Benchmarking - results (2/2)

Asier Galicia Martínez

Last updated on Jul 6, 2021 8 min read GSoC

This is the continuation of the post Benchmarking - motivation and tools where we argued why we chose pytest-benchmark for the benchmarks. Here we will present some of the results obtained. In particular, we will compare how the python packages NumPy, SciPy, QuTiP and TensorFlow perform for basic linear algebra operations. Hence, we will have 6 different objects to represent data:

NumPy: ndarray
SciPy: sparse.csr_matrix
QuTip 5.0 (still in development): Dense (should be compared to ndarray)
QuTip 5.0 (still in development): CSR (should be compared to SciPy’s sparse.csr_matrix)
TensorFlow: Tensor (operates using a GPU and should be compared to Dense and ndarray).

The operations will be performed in two different matrix types, dense and sparse, with variable input shape (NxN) with up to $N=2^{10}$ that would represent a simulation with 10 qubits. For the dense matrices we will use a random Hermitian matrix whereas for the sparse case we will use a tridiagonal Hermitian matrix. The idea here is that we expect TensorFlow to beat QuTiP’s Dense and NumPy’s ndarray only for sufficiently large N as Tensor operations suffer from a memory transfer overhead. I include both dense and sparse input matrices as both have applications in QuTiP (which is one of the reasons why QuTiP 5.0 will include them) and I was curious to see how they compared with ndarray and Dense in the sparse matrix case.

The hardware where these tests were run is:

CPU: Intel Core i7-6700
RAM: 16GB
GPU: GTX 970
Python 3.9.5
Numpy 1.19.5
TensorFlow 2.5.0
SciPy 1.7.0
QuTiP 5.0.0.dev (date: 06-07-2021)
CUDA version: 11.3

Element-wise addition.

The first operations that I will show is the addition operation. This is an element-wise operation that should be easily parallelized in a GPU. In the figure below we plot the time it takes to perform 100 additions of matrices of shape $N\times N$. We see that for small matrices, NumPy has the best performance. The apparent difference in operation time for small N is mainly due to the instantiation of the class that contains the array, which is slower for QuTiP than for NumPy. One of the reasons for this is that Qobj, the object we operate with, is a wrapper around the class Data that can be either Dense or CSR whereas the ndarray of NumPy is not wrapped by anything else. However, it is quite surprising that the CSR case performs noticeably faster that then SciPy’s case.
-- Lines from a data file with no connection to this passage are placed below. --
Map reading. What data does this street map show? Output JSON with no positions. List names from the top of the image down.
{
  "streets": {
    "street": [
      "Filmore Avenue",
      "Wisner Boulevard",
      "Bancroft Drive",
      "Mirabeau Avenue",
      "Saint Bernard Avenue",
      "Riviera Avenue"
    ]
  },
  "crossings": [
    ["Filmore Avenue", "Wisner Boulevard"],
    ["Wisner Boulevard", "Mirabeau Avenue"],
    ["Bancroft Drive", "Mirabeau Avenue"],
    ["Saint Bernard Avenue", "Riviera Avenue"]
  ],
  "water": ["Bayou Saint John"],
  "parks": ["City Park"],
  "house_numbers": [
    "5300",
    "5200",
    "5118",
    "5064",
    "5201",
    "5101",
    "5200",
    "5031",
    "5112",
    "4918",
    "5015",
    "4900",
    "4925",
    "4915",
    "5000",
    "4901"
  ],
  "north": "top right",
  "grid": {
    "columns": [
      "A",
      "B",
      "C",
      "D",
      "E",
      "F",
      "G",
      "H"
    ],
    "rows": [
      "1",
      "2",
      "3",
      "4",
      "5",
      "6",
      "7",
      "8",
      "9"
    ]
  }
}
This is due to safety checks that sparse.csr_matrix performs when creating a new array. CSR does not include some of these checks as it has very tight control of the input and output data. To understand the TensorFlow case, we need to mention that the benchmarked operation includes the time to move data from the GPU to the CPU. This is why we benchmarked 100 addition operations together instead of only one addition operation as we will usually perform multiple operations before retrieving the data from the GPU. We see that TensorFlow performs worse than the rest for small matrix size but for approximately $N>2^{8}$, it performs faster as memory overhead is no longer the limitation in the operation.
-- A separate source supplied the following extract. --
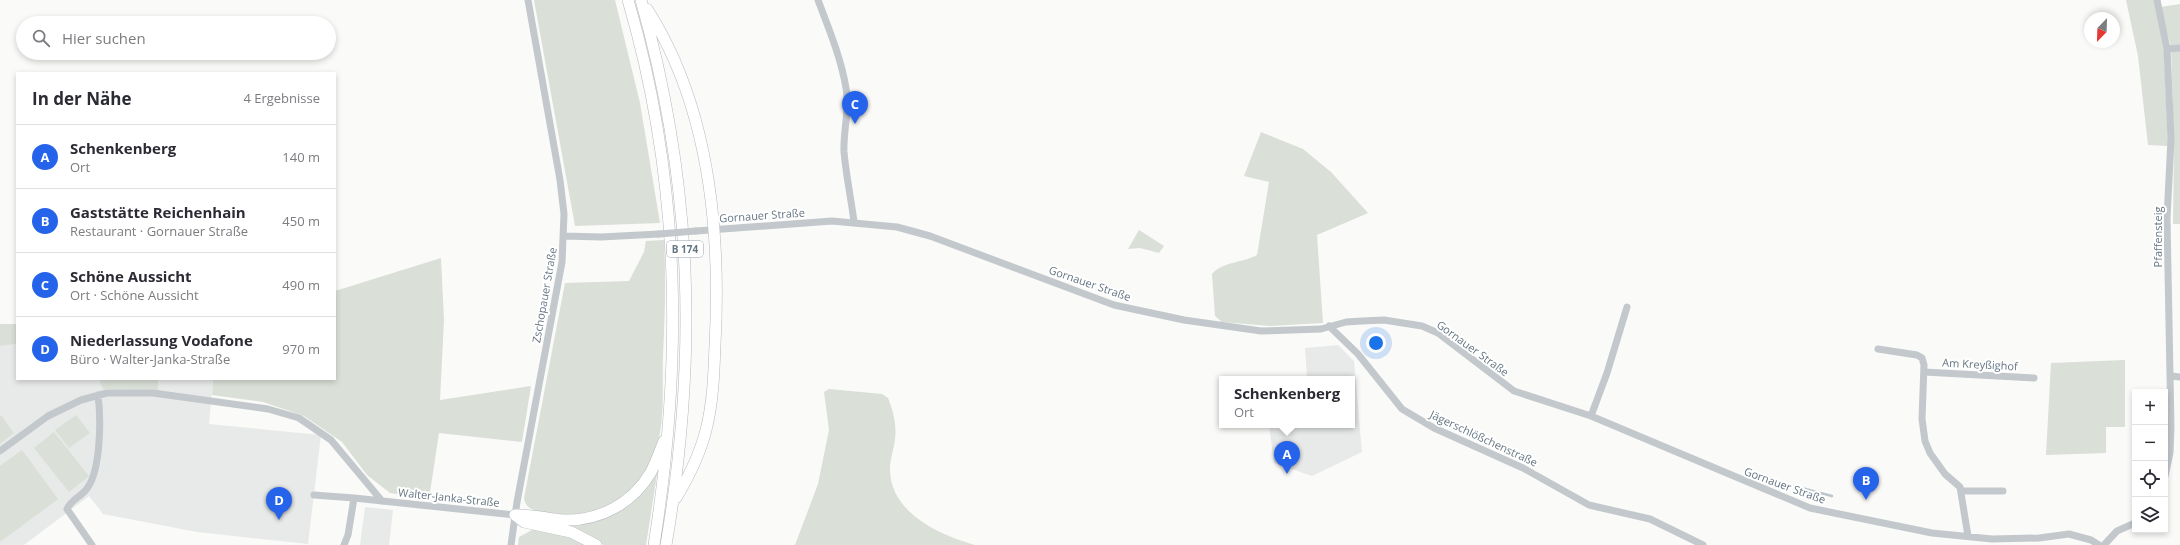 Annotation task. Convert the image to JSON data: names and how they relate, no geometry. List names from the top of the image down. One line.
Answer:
{"streets":{"highway":["B 174"],"street":["Gornauer Straße","Pfaffensteig","Zschopauer Straße","Am Kreyßighof","Jägerschlößchenstraße","Walter-Janka-Straße"]},"crossings":[["Gornauer Straße","Zschopauer Straße"],["Gornauer Straße","Jägerschlößchenstraße"],["Zschopauer Straße","Walter-Janka-Straße"]],"north":"bottom left","page":{"search":"Hier suchen","heading":["In der Nähe","4 Ergebnisse"],"pins":["C","A","B","D"],"list":[{"mark":"A","name":"Schenkenberg","note":"Ort","value":"140 m"},{"mark":"B","name":"Gaststätte Reichenhain","note":"Restaurant · Gornauer Straße","value":"450 m"},{"mark":"C","name":"Schöne Aussicht","note":"Ort · Schöne Aussicht","value":"490 m"},{"mark":"D","name":"Niederlassung Vodafone","note":"Büro · Walter-Janka-Straße","value":"970 m"}],"popup":["Schenkenberg","Ort"],"map_buttons":["+","−"]}} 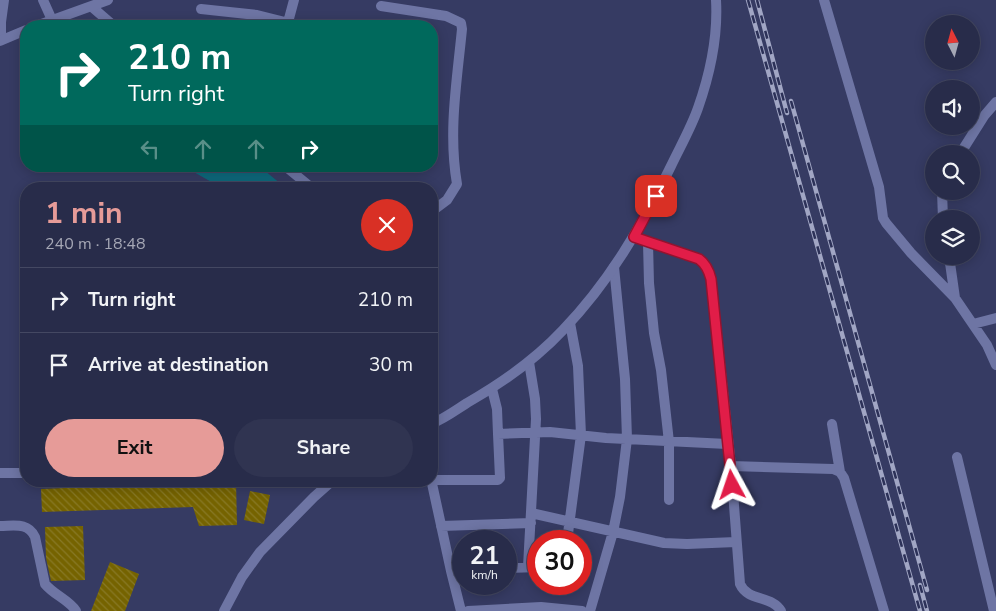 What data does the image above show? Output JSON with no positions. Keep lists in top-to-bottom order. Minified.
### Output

Figure 1: Benchmark for the addition of two random dense (left) and sparse (right)
matrices of size NxN. The matrices are represented using the python packages
in the legend (see text or details). The addition of the matrices is performed 100 times
to account for a fair comparison btween GPU and CPU as GPU operations for small matrices
are limited by memory transfer. Error bars represent one standard deviation. — Figure 1: Benchmark for the addition of two random dense (left) and sparse (right) matrices of size NxN. The matrices are represented using the python packages in the legend (see text or details). The addition of the matrices is performed 100 times to account for a fair comparison btween GPU and CPU as GPU operations for small matrices are limited by memory transfer. Error bars represent one standard deviation.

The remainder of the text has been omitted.